Kevin passed through Utrecht at around lunch time today. It’s an interesting town, situated in the middle of a game reserve, with game roaming the town’s streets.
It has an interesting history too. The Boers, in the form of AT Spies, JC Klopper and CJ van Rooyen, who spoke fluent isiZulu, traded 100 cattle in 1852 from King Mpande, for a piece of land, according to Wikipedia. Van Rooyen was a friend of Mpande and had assisted him a few years earlier. The agreement with Mpande, dated 8 September 1854, read:
“Under the authority vested in me as Panda, King of the Zulus, I herewith declare that I have traded one portion of my land to the undersigned emigrants in exchange for one hundred head of cattle, which cattle I have received on this date and have given the land noted below as the everlasting property of the emigrants.” It was signed with an X.
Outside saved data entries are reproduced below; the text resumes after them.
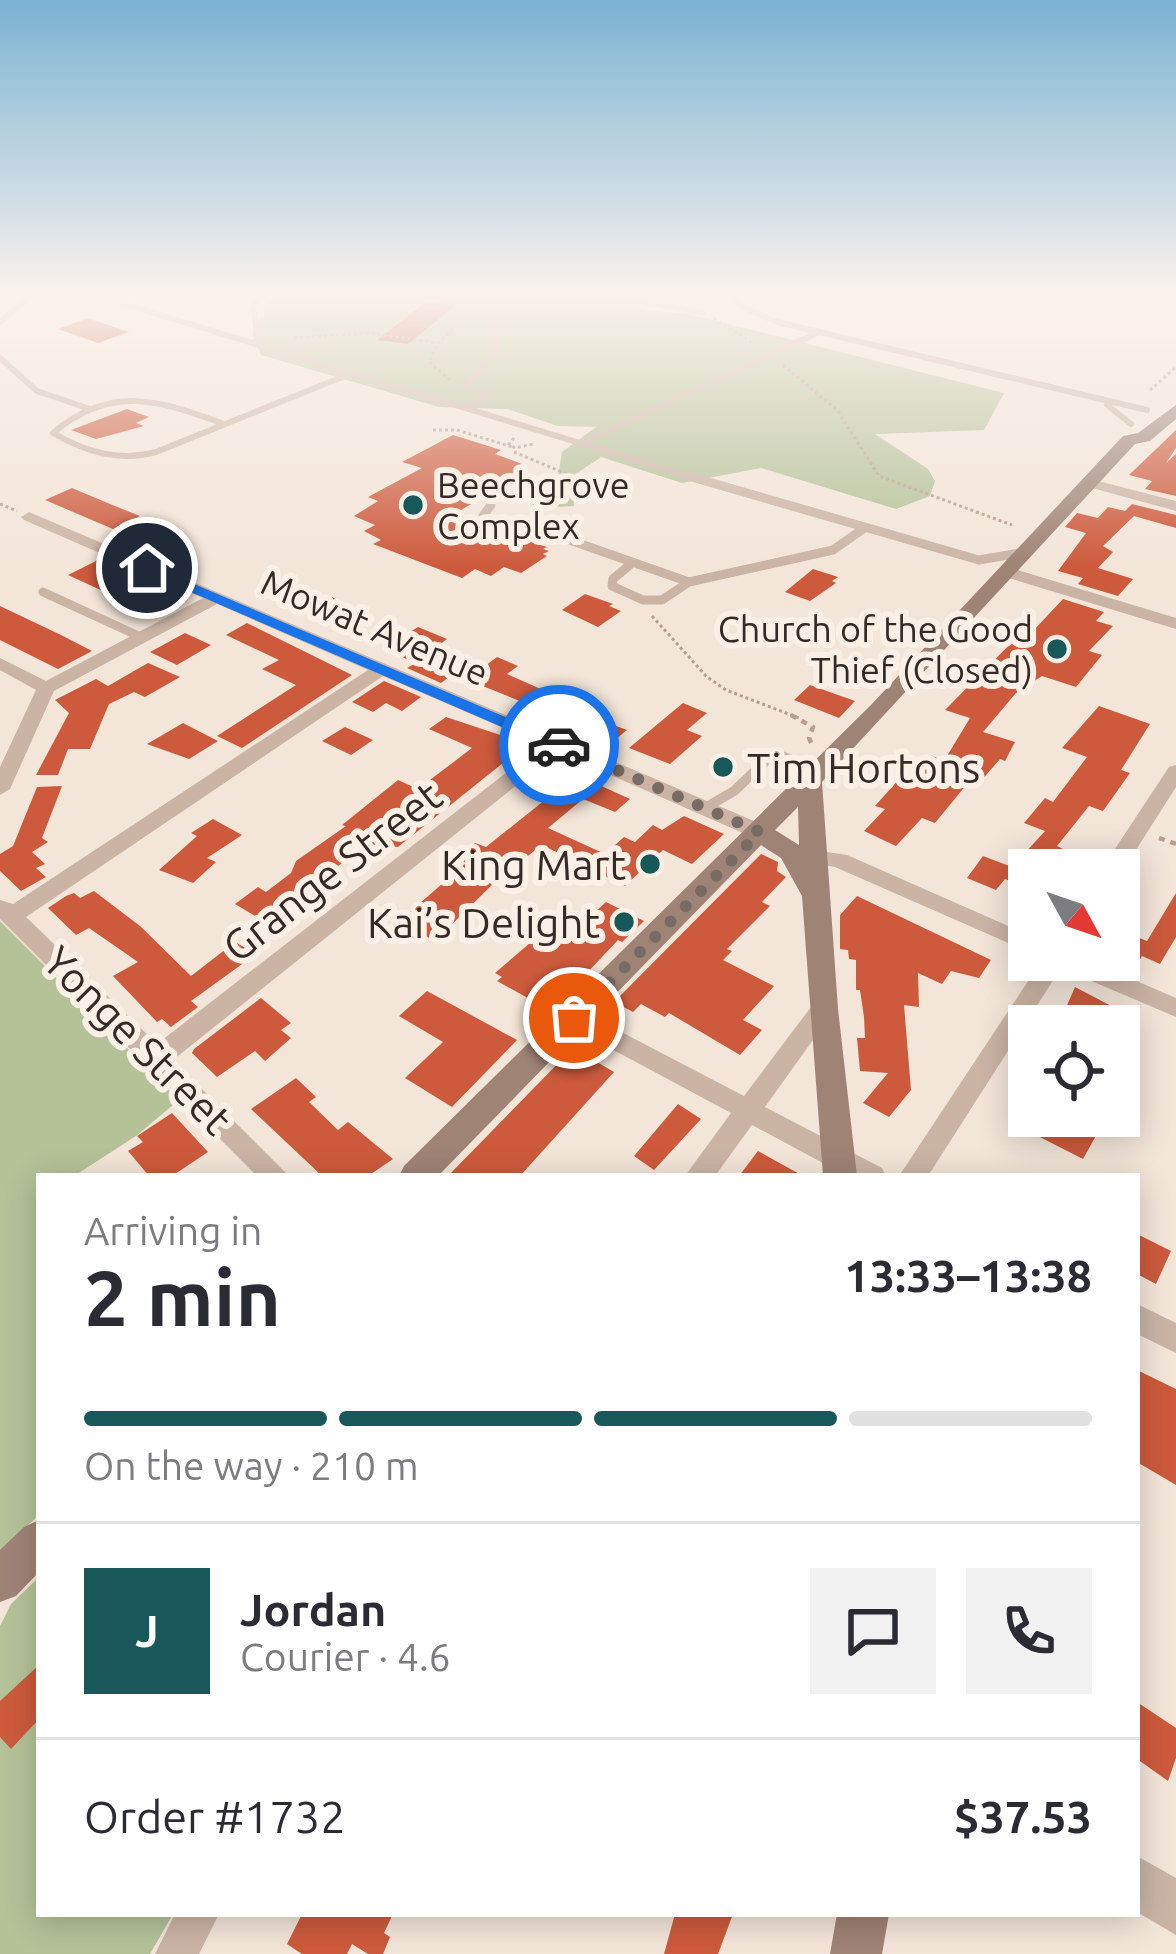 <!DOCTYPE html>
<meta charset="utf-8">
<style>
body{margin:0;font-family:Ubuntu,sans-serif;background:#f2f2f3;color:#2b2b33;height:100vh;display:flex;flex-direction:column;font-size:45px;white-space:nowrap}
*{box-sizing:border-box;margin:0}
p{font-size:39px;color:#7c7c81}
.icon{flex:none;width:66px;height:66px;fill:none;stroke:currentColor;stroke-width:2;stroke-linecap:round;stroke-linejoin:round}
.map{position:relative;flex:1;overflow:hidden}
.sheet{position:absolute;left:36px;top:1173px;width:1104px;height:744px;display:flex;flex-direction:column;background:#fff;border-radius:0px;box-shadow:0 6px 30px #0003}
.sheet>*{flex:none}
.needle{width:78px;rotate:130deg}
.tools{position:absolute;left:1008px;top:849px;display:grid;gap:24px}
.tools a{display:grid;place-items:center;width:132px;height:132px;border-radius:0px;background:#fff;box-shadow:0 6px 30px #0003;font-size:60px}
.pin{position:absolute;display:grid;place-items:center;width:102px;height:102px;color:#fff;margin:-51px;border:6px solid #fff;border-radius:50%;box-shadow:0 3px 12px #0007}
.courier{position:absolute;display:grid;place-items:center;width:120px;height:120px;margin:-60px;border:9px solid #1a73e8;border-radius:50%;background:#fff;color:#222;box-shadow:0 3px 15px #0007}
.summary em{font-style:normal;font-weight:700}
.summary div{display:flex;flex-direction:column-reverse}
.summary{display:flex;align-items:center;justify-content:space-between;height:204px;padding:0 48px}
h1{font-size:78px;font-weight:700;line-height:90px}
.bar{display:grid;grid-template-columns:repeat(4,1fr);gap:18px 12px;align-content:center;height:144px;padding:0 48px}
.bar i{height:15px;border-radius:9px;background:#e1e1e2}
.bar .selected{background:#19585a}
.bar p{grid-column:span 4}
.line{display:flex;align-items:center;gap:30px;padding:0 48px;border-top:3px solid #e1e1e2}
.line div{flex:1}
.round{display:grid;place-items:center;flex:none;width:126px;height:126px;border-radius:0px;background:#f2f2f3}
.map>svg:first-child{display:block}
.green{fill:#b5c298}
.building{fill:#cd5a3c}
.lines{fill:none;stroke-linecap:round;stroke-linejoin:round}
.path-far1{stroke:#b79e8e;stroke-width:3;stroke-dasharray:3 3;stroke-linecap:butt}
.path{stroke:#b79e8e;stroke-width:4.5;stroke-dasharray:6 6;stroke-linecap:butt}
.service-far2{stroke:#cbb4a4;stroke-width:6}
.service-far1{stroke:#cbb4a4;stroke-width:9}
.service{stroke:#cbb4a4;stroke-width:10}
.minor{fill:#cbb4a4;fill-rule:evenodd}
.tertiary{fill:#cbb4a4;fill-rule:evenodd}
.secondary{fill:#9f8375;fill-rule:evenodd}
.route{fill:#1a73e8}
.done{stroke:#786b64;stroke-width:12;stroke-dasharray:0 21.6}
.poi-dot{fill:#19585a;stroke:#faf0e5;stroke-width:4.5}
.labels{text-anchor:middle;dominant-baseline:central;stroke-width:12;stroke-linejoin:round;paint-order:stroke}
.far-poi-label{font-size:36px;fill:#362a26;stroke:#faf0e5;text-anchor:start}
.far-street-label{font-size:36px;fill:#362a26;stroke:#faf0e5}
.poi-label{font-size:42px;fill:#362a26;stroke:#faf0e5;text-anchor:end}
.street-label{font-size:42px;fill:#362a26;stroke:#faf0e5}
</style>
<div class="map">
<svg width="1176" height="1954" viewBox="0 0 1176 1954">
<rect width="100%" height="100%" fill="#f3e5d8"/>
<path class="green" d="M291,293H631L642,310L689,314L1004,393L984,430L875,434L928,469L935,481L930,496L896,509L761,468L682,483L601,457L573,476L574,506L539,508L529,503L558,477L562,452L596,427L558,426L507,409L439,407L261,355L253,335L265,319L262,305Z
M0,921L179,1100L136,1136L74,1176H39V1515L0,1551Z
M39,1577V1914H173L150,1954H0V1626L11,1604Z"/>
<path class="building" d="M426,302L456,305L408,344L377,340Z
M88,318L129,332L98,343L58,329Z
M127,409L149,417L136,423L144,426L96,439L71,430Z
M1176,430V448L1166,463L1176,454V496L1145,489L1152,481L1129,475Z
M453,435L501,450L495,454L522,464L513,469L524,473L449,517L547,547L543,549L549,551L543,554L547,556L521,573L504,567L491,576L475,569L462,578L373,544L381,540L364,531L375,525L354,516L378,501L368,497L422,468L402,462Z
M72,488L110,504L140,516L113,529L45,500Z
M1132,504L1176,515V528L1134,516L1103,546L1113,552L1098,568L1133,579L1118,596L1078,584L1083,578L1058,571L1086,533L1065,527L1077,513L1098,518L1108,507L1125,511Z
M98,560L129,574L188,600L142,609L68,575Z
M813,569L838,577L832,581L836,583L810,601L785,592Z
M585,594L613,604L609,606L621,611L598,627L562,610Z
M332,597L351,608L372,617L352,629L308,610Z
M1063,599L1104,612L1096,621L1113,626L1089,651L1102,655L1076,687L1042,676L1016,693L983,732L1015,742L1005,761L1000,759L975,788L967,784L935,823L922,818L896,846L864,831L885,809L875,806L900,778L905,781L930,755L944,761L970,718L945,710L1025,629L1032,632Z
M0,606L61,635L92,651L58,669L0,640Z
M247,623L352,675L242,748L217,736L296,685L262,669L279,660L226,635Z
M418,627L447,639L439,645L485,666L497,657L518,666L507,674L561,698L554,703L627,730L601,751L518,716L532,706L453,674L441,683L407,668L416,663L397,655L403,646L394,642Z
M185,633L211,645L177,665L150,652Z
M148,663L180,677L145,697L134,692L109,704L90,749H68L58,775H36L69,713L55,700L96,679L108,686Z
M384,681L421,697L402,711L386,703L373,712L352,702Z
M810,685L855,701L839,718L794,700Z
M683,703L707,713L687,730L702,736L670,764L629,748Z
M1099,706L1150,724L1121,770L1130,773L1103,811L1089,806L1057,846L1069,852L1055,867L1029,856V889L1005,879L996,890L967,878L983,856L1012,867L1045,831L1024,823L1045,798L1053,802L1087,757L1062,748Z
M446,717L533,746L508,766L503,763L398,847L367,844L265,922L235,904L258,887L266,892L291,873L296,861L346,826L342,825L398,780L418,789L472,748L429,729Z
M183,723L218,741L189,759L147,744Z
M345,727L373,740L351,755L322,741Z
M559,757L581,767L575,774L630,799L615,812L583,799L548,828L605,854L624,837L635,842L653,825L662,830L684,816L724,834L692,864L663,850L625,886L542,845L498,879L435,941L406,926L411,922L403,918L466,863L456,858L475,843L486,847L560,788L534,777Z
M62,786L42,838L48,842L32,852L45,864L36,868L46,877L21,891L0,871V854L13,846L37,787Z
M213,819L242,835L207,858L216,862L193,883L159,870L197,836L191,833Z
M761,854L778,862L777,871L786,877L762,902L770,906L727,949L732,951L723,960L774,986L743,1020L762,1030L740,1055L669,1013L665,1017L641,1004L633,1012L614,1002Z
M94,891L140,926L191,976L235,942L256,954L191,1001L198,1007L171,1027L162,1019L157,1022L113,976L138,962L89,928L76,935L48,908L66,896L74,893L80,898Z
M1176,893V937L1160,964L1142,956L1137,965L1119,957V930L1147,941Z
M857,896L991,960L979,978L951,971L942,984L918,973L919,1007L904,1005L911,1090L889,1117L863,1103L888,1073L860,1071L857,1038H865L864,1017L860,990H856V960L849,959L848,950L840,949V915Z
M606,902L644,921L622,942L618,940L551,1011L497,981L502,977L495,973L551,925L570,935Z
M1075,987L1140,1021L1130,1037L1119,1032V1026H1081L1062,1017Z
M427,991L517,1040L452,1107L405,1078L443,1042L399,1016Z
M261,998L291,1023L281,1030L291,1038L265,1061L255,1051L217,1077L192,1053L194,1049Z
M573,1048L614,1072L520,1176H448Z
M296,1078L316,1097L309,1102L338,1130L348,1122L393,1159L368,1176H322L251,1109Z
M678,1104L701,1119L654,1170L634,1156Z
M172,1113L208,1152L172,1176H149L128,1151L143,1142L137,1136Z
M1037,1116H1107L1083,1159L1028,1131Z
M758,1151L803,1176H739Z
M1137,1234L1171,1251L1156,1284L1137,1274Z
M1137,1370L1176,1389V1485L1137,1462Z
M39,1665V1719L11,1749L0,1737V1701Z
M1137,1702L1176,1728V1758L1168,1781L1137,1759Z
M302,1914H393L384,1933L390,1937L383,1954H368L352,1944L347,1954H302L287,1944Z
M675,1914H733L718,1954H664Z"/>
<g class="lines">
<path class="path-far1" d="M714,318L754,344
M294,338L368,333L438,343
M783,365L838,411L879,476L1012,525
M450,380L429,362L438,343L454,328
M1150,390L1176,367
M433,430H457L512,447
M514,438L509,444L515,448L533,444
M514,452L586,482
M0,504L17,511
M652,616L707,677L726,690L799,718"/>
<path class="path" d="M791,715L813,727L809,738L813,747
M1159,838L1176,844"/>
<path class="service-far2" d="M88,293L698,479
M729,293L741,306L777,322L1147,410
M0,322L34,293
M256,324L253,307L263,293
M257,342L256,324L307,293
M0,358L37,391L90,409
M1107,405L1131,424
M468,407L490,396L465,386L499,351L491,326C552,283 635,298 703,313
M224,424C159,400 111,384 53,433C86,452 119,462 156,452L355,372
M584,442L819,332"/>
<path class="service-far1" d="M688,476L979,560L1025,552
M491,505L483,516L487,519L541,530L689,582L833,550L863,529
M632,563L613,579L612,586L643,600H662L689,582
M43,592L143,638"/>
<path class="service" d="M705,808L734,791L774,753L819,771"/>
<path class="minor" d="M1090,479L1176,501V511L1085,486L1083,483Z
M29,512L768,827L771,832L768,837H752L558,752L173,1060L289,1176H257L0,919V900L13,904L368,670L217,604L54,691L10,789L0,795V767L36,690L0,670V658L46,681L203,598L24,520L21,517ZM383,676L542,745L157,1044L26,917Z
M1008,567L1176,618V629L1002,576V568Z
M1176,765V787L1120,875L1119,870H1101L1169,767Z
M814,850L847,855L1029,935V952L835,867L806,862L803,857L806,852Z
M1042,960H1088L1176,998V1017L1061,968L928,1176H899Z
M823,1000L832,1003L835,1009L765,1107L882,1168L886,1176H847L752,1125L715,1176H685L731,1113L565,1024L562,1018L565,1012H583L744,1096L814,1003Z
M1137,1304L1176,1323V1353L1137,1334Z
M175,1914H219L199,1954H155Z"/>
<path class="tertiary" d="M1137,1856L1176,1878V1935L1137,1912Z"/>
<path class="secondary" d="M1176,405V419L1150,441L1135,444L822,782L838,1009L857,1176H823L802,896L781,858L761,845L438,1176H399L404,1166L871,705L1123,436L1138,433ZM798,807L799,845L775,830Z
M39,1520V1572L16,1596L0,1602V1550L24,1527Z
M837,1914H889L882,1954H830Z"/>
</g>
<linearGradient id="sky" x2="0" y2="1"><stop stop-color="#7ab3d2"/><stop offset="0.52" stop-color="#faf3ed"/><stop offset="1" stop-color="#faf3ed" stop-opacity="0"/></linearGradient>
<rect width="1176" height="567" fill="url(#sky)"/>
<path class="route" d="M147,564L564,742L567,745L553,749L142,571Z"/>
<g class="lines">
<path class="done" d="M559,745L760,832L574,1018"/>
</g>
<g class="poi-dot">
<circle cx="413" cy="505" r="12"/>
<circle cx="1057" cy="649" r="12"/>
<circle cx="723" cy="767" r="12"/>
<circle cx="650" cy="864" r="12"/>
<circle cx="624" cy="922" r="12"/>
</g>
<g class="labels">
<g class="far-poi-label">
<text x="437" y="484">Beechgrove<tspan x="437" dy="41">Complex</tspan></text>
<text x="1033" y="628" text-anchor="end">Church of the Good<tspan x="1033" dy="41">Thief (Closed)</tspan></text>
</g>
<g class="far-street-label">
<text transform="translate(375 627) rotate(23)">Mowat Avenue</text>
</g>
<g class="poi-label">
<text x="747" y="767" text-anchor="start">Tim Hortons</text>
<text x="626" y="864">King Mart</text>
<text x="600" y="922">Kai’s Delight</text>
</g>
<g class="street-label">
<text transform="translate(332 871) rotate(-38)">Grange Street</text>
<text transform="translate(138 1040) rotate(45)">Yonge Street</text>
</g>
</g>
</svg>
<div class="tools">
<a><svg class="needle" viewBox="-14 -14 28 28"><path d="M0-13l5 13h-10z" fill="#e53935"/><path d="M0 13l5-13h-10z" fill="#7c7c81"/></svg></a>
<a><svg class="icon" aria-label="locate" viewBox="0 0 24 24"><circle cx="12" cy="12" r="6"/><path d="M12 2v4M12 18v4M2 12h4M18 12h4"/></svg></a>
</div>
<div class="pin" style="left:574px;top:1018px;background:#ea580c"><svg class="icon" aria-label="bag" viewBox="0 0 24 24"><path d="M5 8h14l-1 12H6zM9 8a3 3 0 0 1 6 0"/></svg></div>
<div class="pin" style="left:147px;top:568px;background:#1f2937"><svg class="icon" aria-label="home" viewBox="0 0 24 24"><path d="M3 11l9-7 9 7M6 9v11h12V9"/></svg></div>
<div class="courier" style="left:559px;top:745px"><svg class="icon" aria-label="car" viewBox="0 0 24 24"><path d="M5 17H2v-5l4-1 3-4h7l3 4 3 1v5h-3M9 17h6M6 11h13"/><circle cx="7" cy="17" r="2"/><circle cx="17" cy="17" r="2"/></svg></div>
<section class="sheet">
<div class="summary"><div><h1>2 min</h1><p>Arriving in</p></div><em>13:33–13:38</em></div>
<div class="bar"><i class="selected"></i><i class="selected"></i><i class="selected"></i><i></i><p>On the way · 210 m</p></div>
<div class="line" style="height:216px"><b class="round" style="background:#19585a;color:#fff">J</b><div><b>Jordan</b><p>Courier · 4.6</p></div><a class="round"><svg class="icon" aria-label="chat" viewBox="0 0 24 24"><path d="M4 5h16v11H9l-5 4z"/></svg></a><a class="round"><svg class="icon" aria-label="phone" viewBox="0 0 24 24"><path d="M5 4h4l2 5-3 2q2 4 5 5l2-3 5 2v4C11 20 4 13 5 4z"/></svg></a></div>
<div class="line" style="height:156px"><div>Order #1732</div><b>$37.53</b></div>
</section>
</div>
But nothing is everlasting, except in heaven, especially when greedy colonials are bristling on the crest of surrounding koppies. “The Republic of Utrecht existed until 1858, when it joined the Republic of Lydenburg. This republic joined the ZAR in 1860. Utrecht and Vryheid remained part of the ZAR until 31 May 1902, when the ZAR surrendered to Great Britain. After this, both towns (and their districts) were incorporated into the colony of Natal as spoils of war.”
Republic of Utrecht, a quaint idea. I wonder what Utrechters would say about that these days.